Question

Our frontend JavaScript / Vue code makes uses of a number of "internal" REST endpoints, which are implemented in Java using Jersey/jax-rs.

We have an "informal" specification that lists the different REST operations, and describes the "beans" that are passed in/out. On the java side, we have different bean classes, and we use gson to turn the incoming JSON strings into Java objects.

Lately, I figured that our current setup on the Java side ignores bean fields that are unknown. So when the JS side provides a field that gson can't map to a Java bean class field, nothing happens.

On the one hand, this behavior seems convenient, for example it enables the JS side to do this:

  • calling a GET from the backend, receiving an instance of some X bean
  • adding other information to that object, to then send use it as Y bean on some PUT request

On the other hand, from the statically typed backend point of view, it just feels wrong to ignore incoming data.

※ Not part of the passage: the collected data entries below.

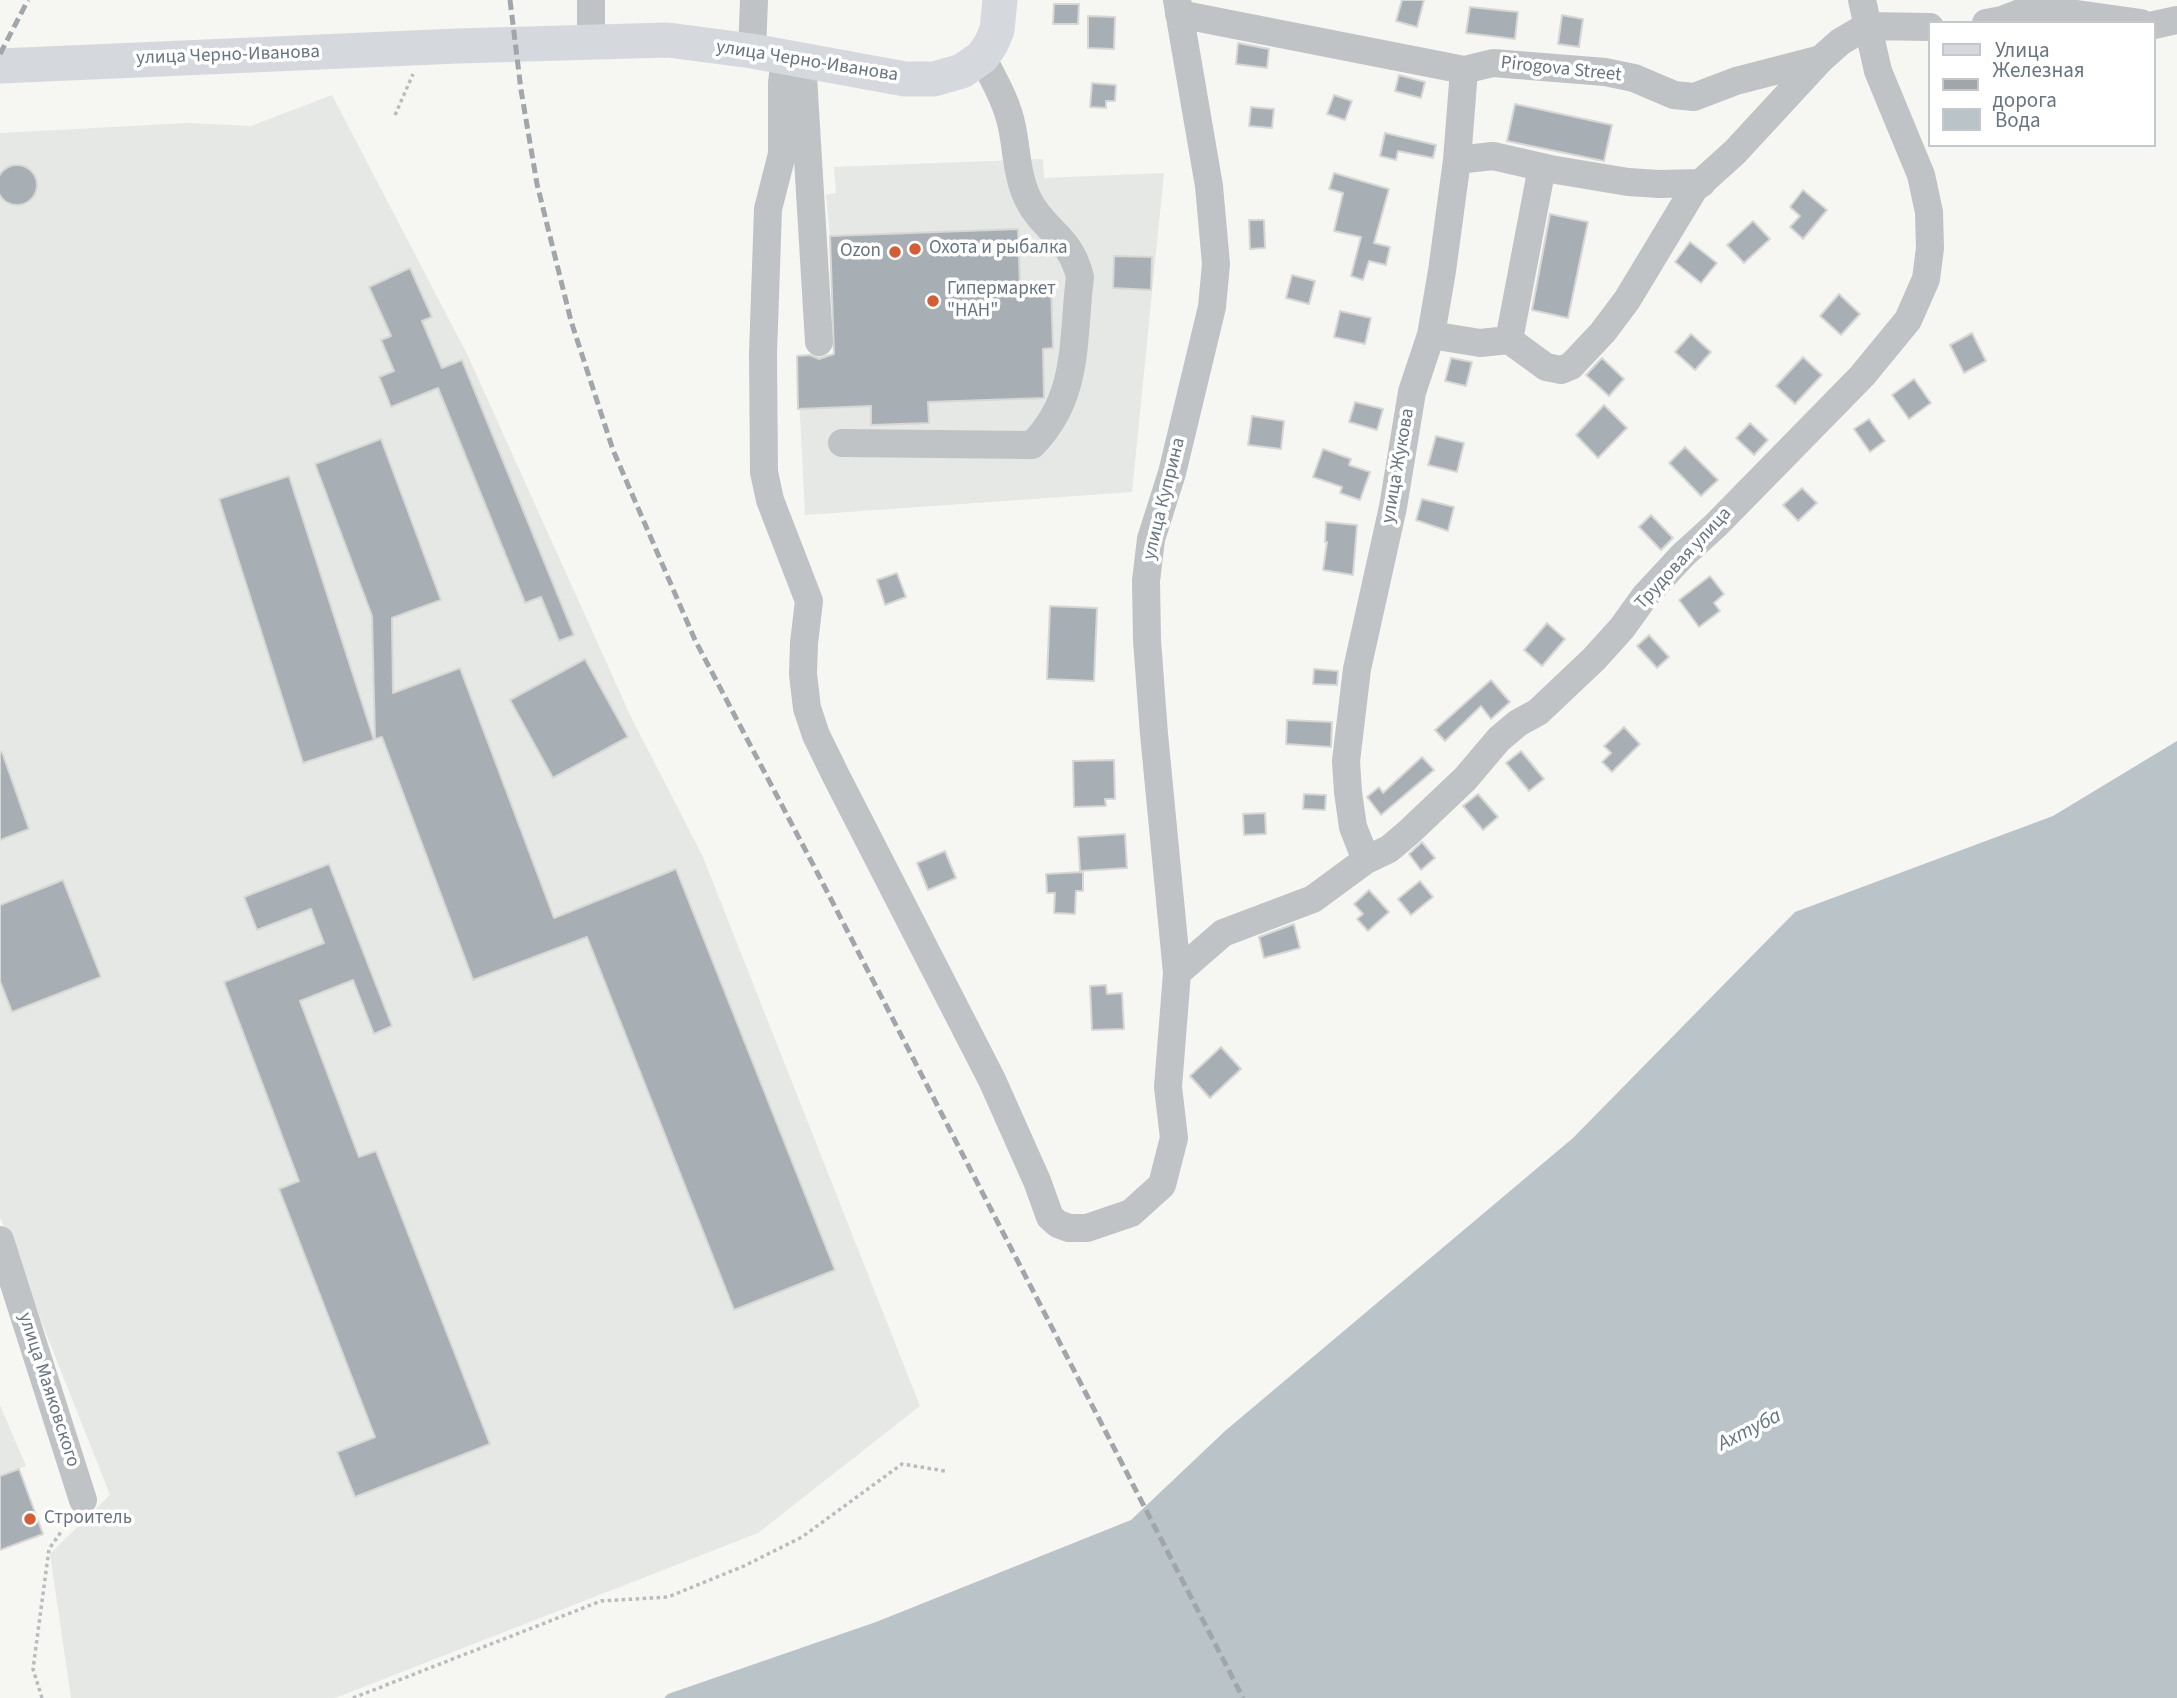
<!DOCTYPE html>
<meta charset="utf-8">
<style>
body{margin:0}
#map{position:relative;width:2177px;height:1698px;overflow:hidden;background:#f6f6f3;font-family:"Source Sans 3",sans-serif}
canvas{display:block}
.legend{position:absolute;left:1928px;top:21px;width:228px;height:126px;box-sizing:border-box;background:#fff;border:2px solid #c3c8cd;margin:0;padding:9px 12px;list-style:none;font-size:21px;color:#687581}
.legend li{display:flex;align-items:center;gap:14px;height:35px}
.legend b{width:35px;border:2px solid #c3c8cd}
</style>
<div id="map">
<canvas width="2177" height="1698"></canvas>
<ul class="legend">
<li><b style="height:9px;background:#d5d8dc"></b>Улица</li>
<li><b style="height:9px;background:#a1a6ab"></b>Железная дорога</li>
<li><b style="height:19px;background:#bac3c8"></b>Вода</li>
</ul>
</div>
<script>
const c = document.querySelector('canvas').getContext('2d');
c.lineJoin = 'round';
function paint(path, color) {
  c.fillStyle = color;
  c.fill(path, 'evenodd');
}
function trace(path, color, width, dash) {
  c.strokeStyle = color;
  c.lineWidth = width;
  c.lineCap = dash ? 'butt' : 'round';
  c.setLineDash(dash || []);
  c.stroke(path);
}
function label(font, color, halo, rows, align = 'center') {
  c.font = font + ' "Source Sans 3",sans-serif';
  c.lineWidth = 7;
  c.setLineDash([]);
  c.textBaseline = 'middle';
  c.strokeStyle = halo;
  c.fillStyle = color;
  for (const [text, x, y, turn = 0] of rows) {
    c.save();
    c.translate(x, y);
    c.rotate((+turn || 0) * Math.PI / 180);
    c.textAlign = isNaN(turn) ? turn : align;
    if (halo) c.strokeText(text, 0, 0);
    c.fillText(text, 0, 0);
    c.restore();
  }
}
paint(new Path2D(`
 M332,95L468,356L631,717L703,857L920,1406L758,1533L335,1698H71L50,1554L110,1495L0,1217V133L187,123L251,126Z
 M1043,159L1044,178L1164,173L1132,492L805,515L797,356L834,354L830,236L826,195L836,193L834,167Z
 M0,1405L26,1466L0,1475Z`), '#e6e8e6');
paint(new Path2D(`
 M2177,741V1698H664L668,1694L876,1622L1131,1520L1225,1431L1573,1138L1795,912L2053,816Z`), '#bac3c8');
const building = new Path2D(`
 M1402,0H1424L1417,27L1396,21Z
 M1054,4H1079L1078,24H1053Z
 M1470,7L1518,12L1515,39L1466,33Z
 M1562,15L1583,19L1579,47L1558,44Z
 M1088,16L1115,17L1114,49L1088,48Z
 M1238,43L1269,49L1267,68L1236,64Z
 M1399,75L1425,82L1421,98L1395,91Z
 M1092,83L1116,85L1115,101H1106V108L1090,107Z
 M1334,95L1352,101L1345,120L1327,114Z
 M1515,104L1612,125L1604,161L1507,141Z
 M1251,107L1274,109L1272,128L1249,126Z
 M1385,133L1436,145L1433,158L1398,151L1396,160L1380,156Z
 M-3 185a20 20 0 1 1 40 0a20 20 0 1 1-40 0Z
 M1334,173L1389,189L1374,243L1390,247L1386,265L1369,261L1363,280L1351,276L1361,237L1334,231L1343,193L1329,189Z
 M1803,190L1827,210L1803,239L1790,227L1800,216L1790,207Z
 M1550,214L1588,222L1568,318L1532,310Z
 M1249,220H1264L1265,248L1250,249Z
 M1753,221L1770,239L1744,263L1727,245Z
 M1018,229L1020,285L1051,284L1053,348L1043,349L1044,398L928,402L929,423L871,425V406L798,409L797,356L810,355L819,359L834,354L830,236Z
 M1690,242L1717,263L1701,283L1675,262Z
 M1114,256L1152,257L1151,290L1113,288Z
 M410,268L432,317L422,321L442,368L462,360L574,635L559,641L541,597L525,603L438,388L391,407L379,377L394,371L381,340L391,336L369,287Z
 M1292,275L1315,281L1309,304L1286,298Z
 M1839,294L1860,314L1841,335L1820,316Z
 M1340,311L1371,318L1365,344L1334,337Z
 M1972,333L1986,361L1964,373L1950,345Z
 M1691,334L1711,352L1695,370L1675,352Z
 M1803,357L1822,375L1795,404L1776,386Z
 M1451,358L1472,362L1466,386L1445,381Z
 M1602,358L1624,379L1609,396L1586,375Z
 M1914,379L1931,403L1909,419L1892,395Z
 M1355,402L1383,409L1377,430L1349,422Z
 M1604,405L1627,428L1598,458L1576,435Z
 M1252,416L1284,421L1281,449L1248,445Z
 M1869,419L1885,441L1870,452L1854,429Z
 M1750,423L1768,440L1754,455L1736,438Z
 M1436,436L1464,443L1457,472L1428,465Z
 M381,439L441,600L392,618L393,693L460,668L554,918L676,869L835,1270L734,1310L587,937L473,980L382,737L375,739L372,616L315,464Z
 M1685,447L1718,480L1701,496L1669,463Z
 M1323,449L1351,459L1349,465L1370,472L1360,500L1340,493L1342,487L1313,477Z
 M289,476L374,740L303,763L219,499Z
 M1802,488L1817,503L1798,521L1783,505Z
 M1422,499L1454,507L1448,531L1416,520Z
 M1651,515L1673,538L1661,550L1639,527Z
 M1326,522L1357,525L1353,575L1323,570L1327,542H1325Z
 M897,573L906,597L885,605L877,580Z
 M1710,576L1724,594L1714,603L1720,611L1699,627L1679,600Z
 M1050,606L1097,608L1094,681L1047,679Z
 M1547,623L1565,639L1542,666L1524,650Z
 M1649,635L1669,657L1657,668L1637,646Z
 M585,659L628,737L553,778L510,700Z
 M1314,669L1338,671L1337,685L1313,684Z
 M1491,680L1510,702L1491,719L1481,706L1445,741L1435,730Z
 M1287,720L1332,722L1331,747L1286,744Z
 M1624,727L1640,744L1612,772L1602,762L1611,753L1604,746Z
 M1521,751L1544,779L1529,791L1506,763Z
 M2,752L29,829L0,840V753Z
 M1422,757L1434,770L1381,815L1367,797L1379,787L1383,793Z
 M1114,760L1115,799H1105L1106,806L1074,807L1073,761Z
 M1304,794L1326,795L1325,810L1303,809Z
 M1478,794L1498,817L1483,830L1463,806Z
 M1265,813L1266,834L1244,835L1243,814Z
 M1125,834L1127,868L1080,871L1078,837Z
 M1422,842L1435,858L1421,870L1409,854Z
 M945,851L956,878L928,890L917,863Z
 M329,864L392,1026L374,1034L353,980L300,1001L359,1157L376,1151L490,1444L355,1497L337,1452L375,1437L279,1189L299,1181L224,982L324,943L311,909L257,930L244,897Z
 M1083,872V891H1076L1075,914L1054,913L1055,893H1047L1046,874Z
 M63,880L101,977L12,1012L0,981V905Z
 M1420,881L1433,897L1411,915L1398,899Z
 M1369,890L1389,912L1368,931L1357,919L1363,914L1354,904Z
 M1294,924L1300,948L1264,958L1259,937Z
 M1106,985L1107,994L1122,993L1124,1029L1092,1030L1090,986Z
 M1221,1047L1241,1069L1210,1098L1190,1076Z
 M19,1469L43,1534L0,1550V1476Z`);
paint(building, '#a8afb4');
trace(building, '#d7d7d5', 2);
trace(new Path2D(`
 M395,115L413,74
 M42,1698L33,1669L49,1549L70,1519
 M353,1698L601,1601L668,1597L744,1566L802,1537L902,1464L945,1471`), '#b9bcbe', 3.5, [3.5, 3.5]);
trace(new Path2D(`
 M591,0V42
 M1179,14L1464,70L1493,63L1605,72L1634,78L1674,95L1694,97L1736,81L1821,59L1840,42L1867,26L1930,27
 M1986,23L2002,20L2033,8L2141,23
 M2154,25L2177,20
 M752,51L754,0
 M785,57L782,83V154L768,209L763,354L764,472L770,500L809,601L804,643L803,674L807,708L816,735L836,776L992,1080L1037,1181L1050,1217L1058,1224L1069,1228H1087L1131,1213L1162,1185L1174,1138L1168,1087L1177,973L1154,734L1147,640L1146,581L1151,539L1172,473L1212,307L1216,264L1209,186L1177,0
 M802,60L819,342
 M1457,160L1493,156L1550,169L1628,182L1659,184L1702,183
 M1431,335L1480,343L1509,340L1546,367L1561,370L1571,366L1603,332L1627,300L1694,189L1735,152L1821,59
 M1509,340L1542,167
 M842,443L1032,445C1080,397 1072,340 1080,277C1070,236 1045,232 1029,201C1017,179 1017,151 1012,127C1007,102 994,80 982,57
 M1366,860L1353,827L1348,792L1346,761L1357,669L1393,507L1412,392L1431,335L1442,271L1457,160L1464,70
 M1177,973L1223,933L1313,899L1366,860L1389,849L1408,833L1465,779L1499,739L1518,723L1538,712L1594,659L1622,628L1645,596L1683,555L1716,525L1862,376L1908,320L1926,279L1930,248L1929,212L1921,175L1878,71L1862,0
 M0,1240L83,1500`), '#bfc3c6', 28);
trace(new Path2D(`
 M0,66L457,46L668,40L752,51L905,79H934L962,71L982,57L991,44L997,30L1000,0`), '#d5d8dc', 35);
trace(new Path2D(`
 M510,0L521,90L537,184L571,321L613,450L695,640L818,874L1243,1698
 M0,54L28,0`), '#a1a6ab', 5, [10, 5]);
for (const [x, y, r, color] of [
 [915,249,7,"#d25d37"],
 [895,252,7,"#d25d37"],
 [933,301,7,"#d25d37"],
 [30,1519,7,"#d25d37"]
]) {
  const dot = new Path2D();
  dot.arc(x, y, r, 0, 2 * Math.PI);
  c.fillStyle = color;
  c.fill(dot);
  trace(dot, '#fff', 2.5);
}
label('19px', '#687581', '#fff', [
 ["улица Черно-Иванова",228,56,-2],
 ["улица Черно-Иванова",807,62,9],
 ["Pirogova Street",1561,70,6],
 ["улица Жукова",1399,466,-80],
 ["улица Куприна",1165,499,-76],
 ["Трудовая улица",1684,559,-47],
 ["улица Маяковского",48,1390,72]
]);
label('19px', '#687581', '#fff', [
 ["Охота и рыбалка",929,249],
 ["Ozon",881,252,"right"],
 ["Гипермаркет",947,290],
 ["\"НАН\"",947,312],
 ["Строитель",44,1519]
], 'left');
label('italic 21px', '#63767e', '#fff', [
 ["Ахтуба",1750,1431,-27]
]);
</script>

My question: are there specific best practices or patterns that apply here? Are there good technical arguments to always allow "unknown" fields, or to always forbid them, and "fail" requests using unknown fields?

Was it helpful?

Solution

Ignoring unknown fields is a (very important) feature of keeping APIs backwards compatible. This is especially important when solutions are deployed at different times. E.g if frontend code has it's own pipeline and backend is in another or backend is split into microservices or even if some code is running where deployment it is impossible to control(in a browser where the user has a page loaded, you can't force them them to reload without inconvenience).

If you want to add a field that goes out to a browser and back it generelly goes something like:

  1. add new field to backend(and release)
  2. update frontend to use new fields(and release)
  3. update backend to require new field(and release)

This helps to minimize errors and enabling splitting code in multiple components.

OTHER TIPS

VALIDATION of messages

In the old days, this was done with WSDL. Now, if you are using JSON, this is less well standardized, but adequately now.

Use JSON Schema

This way, when your clients send non-conforming messages, the developers will IMMEDIATLELY get feedback and not even checkin code that is broken (hopefully). Instead of debugging something weird, days or weeks after code is written.